Marketing

How to localise website copy for multiple markets using AI batch processing

6 min read · Published 19 May 2026

Translation and localisation are not the same thing. Translation converts words from one language to another. Localisation adapts the meaning, tone, idioms, and cultural references so the copy feels like it was written for that market — not exported from somewhere else.

The difference matters more than most companies realise. UK copy that gets directly translated into US English still sounds British. American directness can read as abrasive in German markets. Australian audiences pick up on imported idioms immediately. A visitor who senses they're reading copy aimed at someone else doesn't stay long.

Maya, global content manager at a UK-based SaaS company expanding into the US, Australia, and Germany, had 340 copy blocks across the main marketing site — hero sections, feature descriptions, case study summaries, email templates. Getting a localisation agency to adapt all of them for three markets would have taken eight weeks and a budget she didn't have. Running it through a simple translation tool would produce output she'd be embarrassed to publish.

She used AI batch processing to do something in between: intelligent localisation at the speed of translation.
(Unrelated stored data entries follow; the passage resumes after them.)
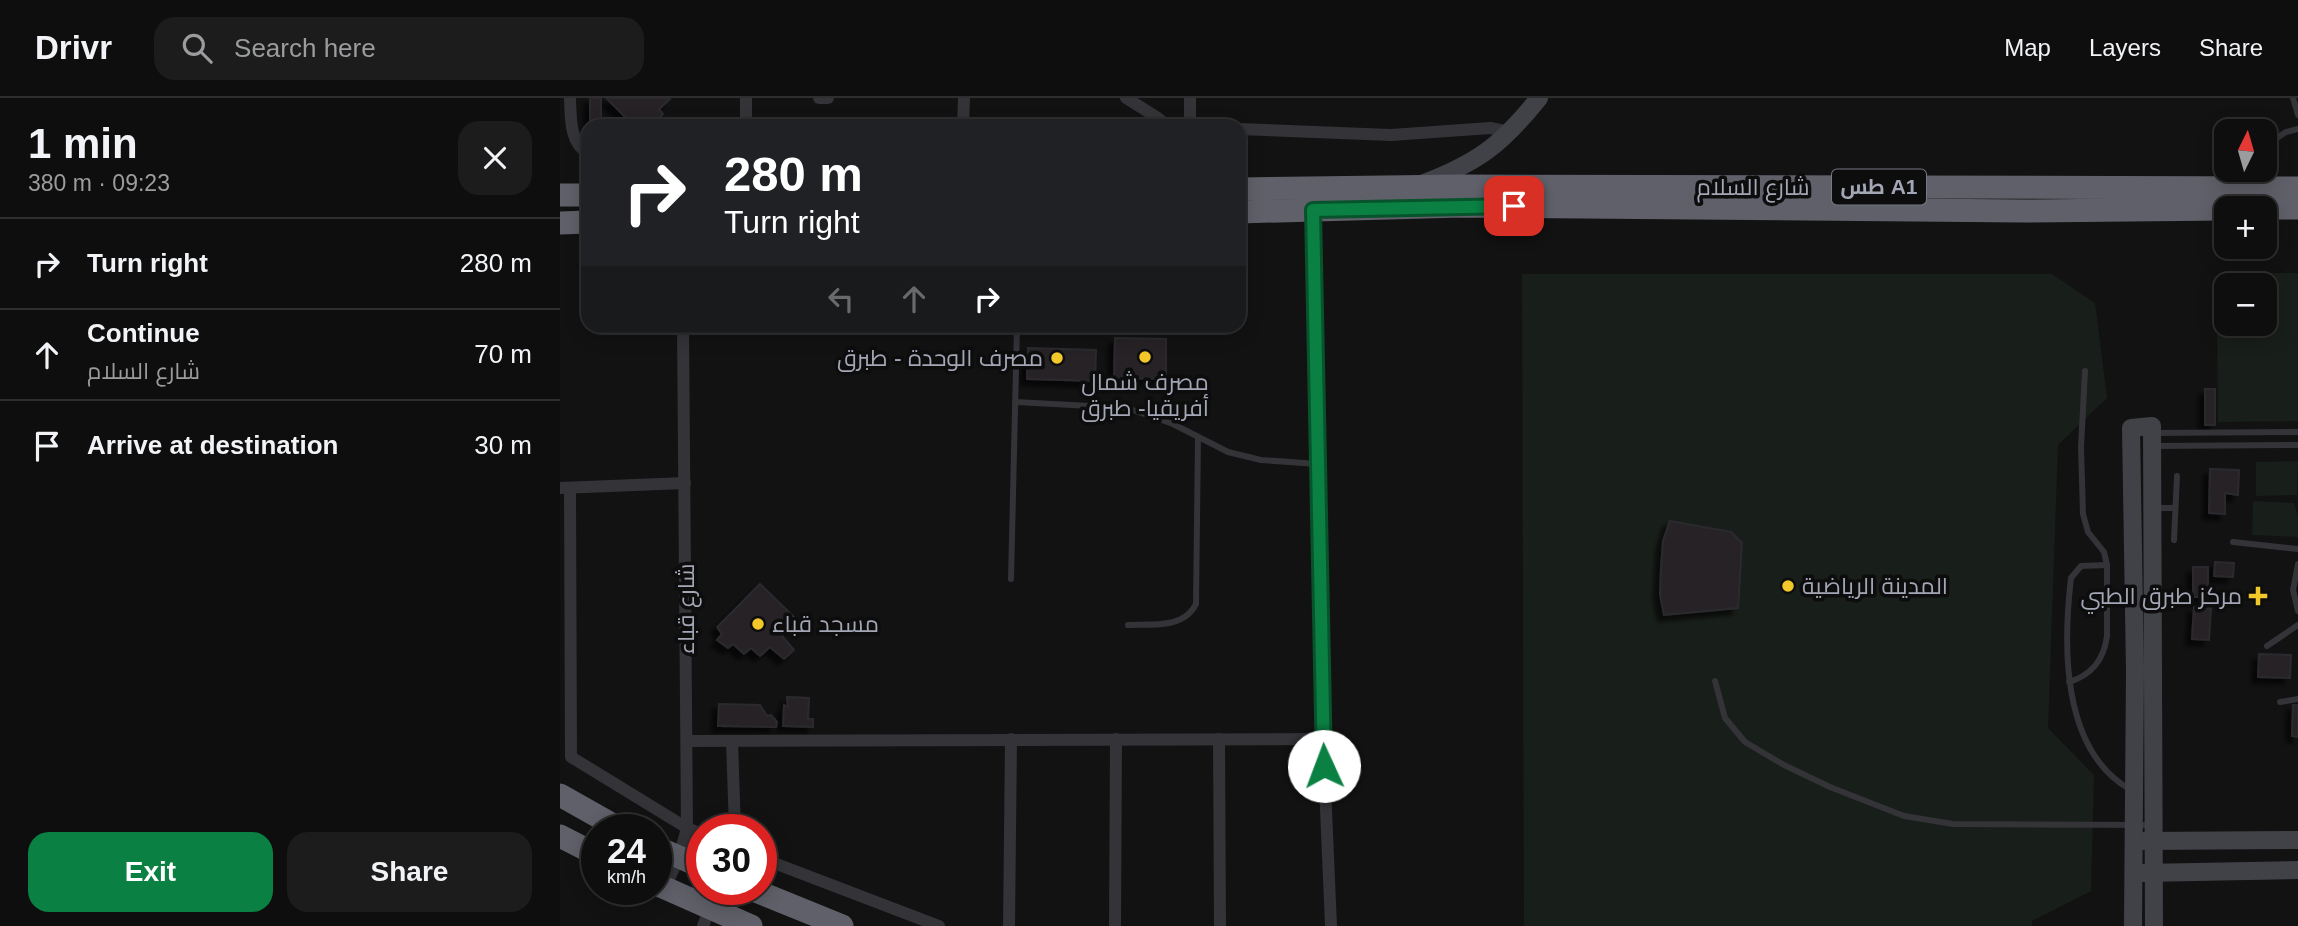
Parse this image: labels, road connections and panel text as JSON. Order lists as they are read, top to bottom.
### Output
{
  "streets": {
    "highway": ["شارع السلام", "طس A1"],
    "street": ["شارع قباء"]
  },
  "crossings": [
    ["شارع السلام", "طس A1"]
  ],
  "places": {
    "other": [
      "مصرف شمال أفريقيا- طبرق",
      "مصرف الوحدة - طبرق",
      "المدينة الرياضية",
      "مسجد قباء"
    ],
    "health": ["مركز طبرق الطبي"]
  },
  "north": "top",
  "page": {
    "header": "Drivr",
    "search": "Search here",
    "nav": ["Map", "Layers", "Share"],
    "heading": ["1 min", "380 m · 09:23"],
    "map_buttons": ["+", "−"],
    "turn": ["280 m", "Turn right"],
    "list": [
      {
        "name": "Turn right",
        "value": "280 m"
      },
      {
        "name": "Continue",
        "note": "شارع السلام",
        "value": "70 m"
      },
      {
        "name": "Arrive at destination",
        "value": "30 m"
      }
    ],
    "speed": "24 km/h",
    "limit": "30",
    "buttons": ["Exit", "Share"]
  }
}
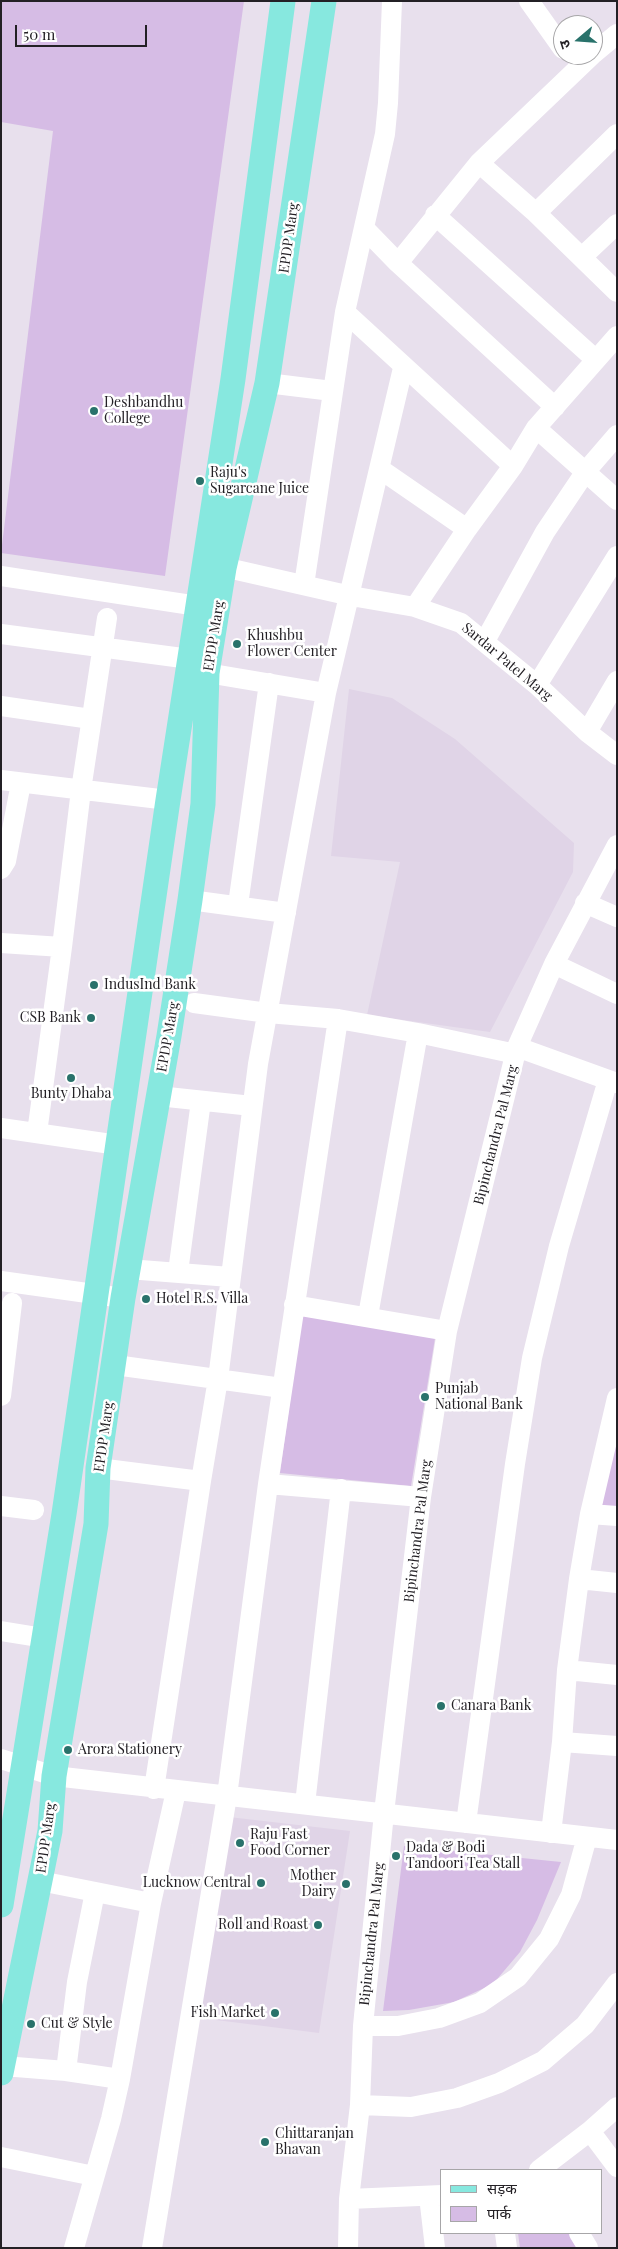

What localisation actually requires

Before building the spreadsheet, Maya listed the specific adaptations each market needed. This became the foundation of her prompt — localisation rules you haven't articulated can't be applied consistently.

Her notes, condensed:

The German market required the most work — not just translation but a genuine shift in register. German B2B buyers respond to precision and credibility, not enthusiasm. Copy that says "supercharge your workflow" needs to become something closer to "optimise your processes reliably."

Building the spreadsheet

The structure was straightforward. One row per copy block, two columns: the source copy and the target market.

copy_block target_market
Turn any spreadsheet into AI-powered output — at scale, while you get on with your day. US
Turn any spreadsheet into AI-powered output — at scale, while you get on with your day. AU
Turn any spreadsheet into AI-powered output — at scale, while you get on with your day. DE
No API keys. No pipelines. No code. US
No API keys. No pipelines. No code. AU
No API keys. No pipelines. No code. DE

340 copy blocks × 3 markets = 1,020 rows. Each row produced one localised output. The two-column structure meant she could filter the results by market and hand each column directly to the developer building the localised site variants.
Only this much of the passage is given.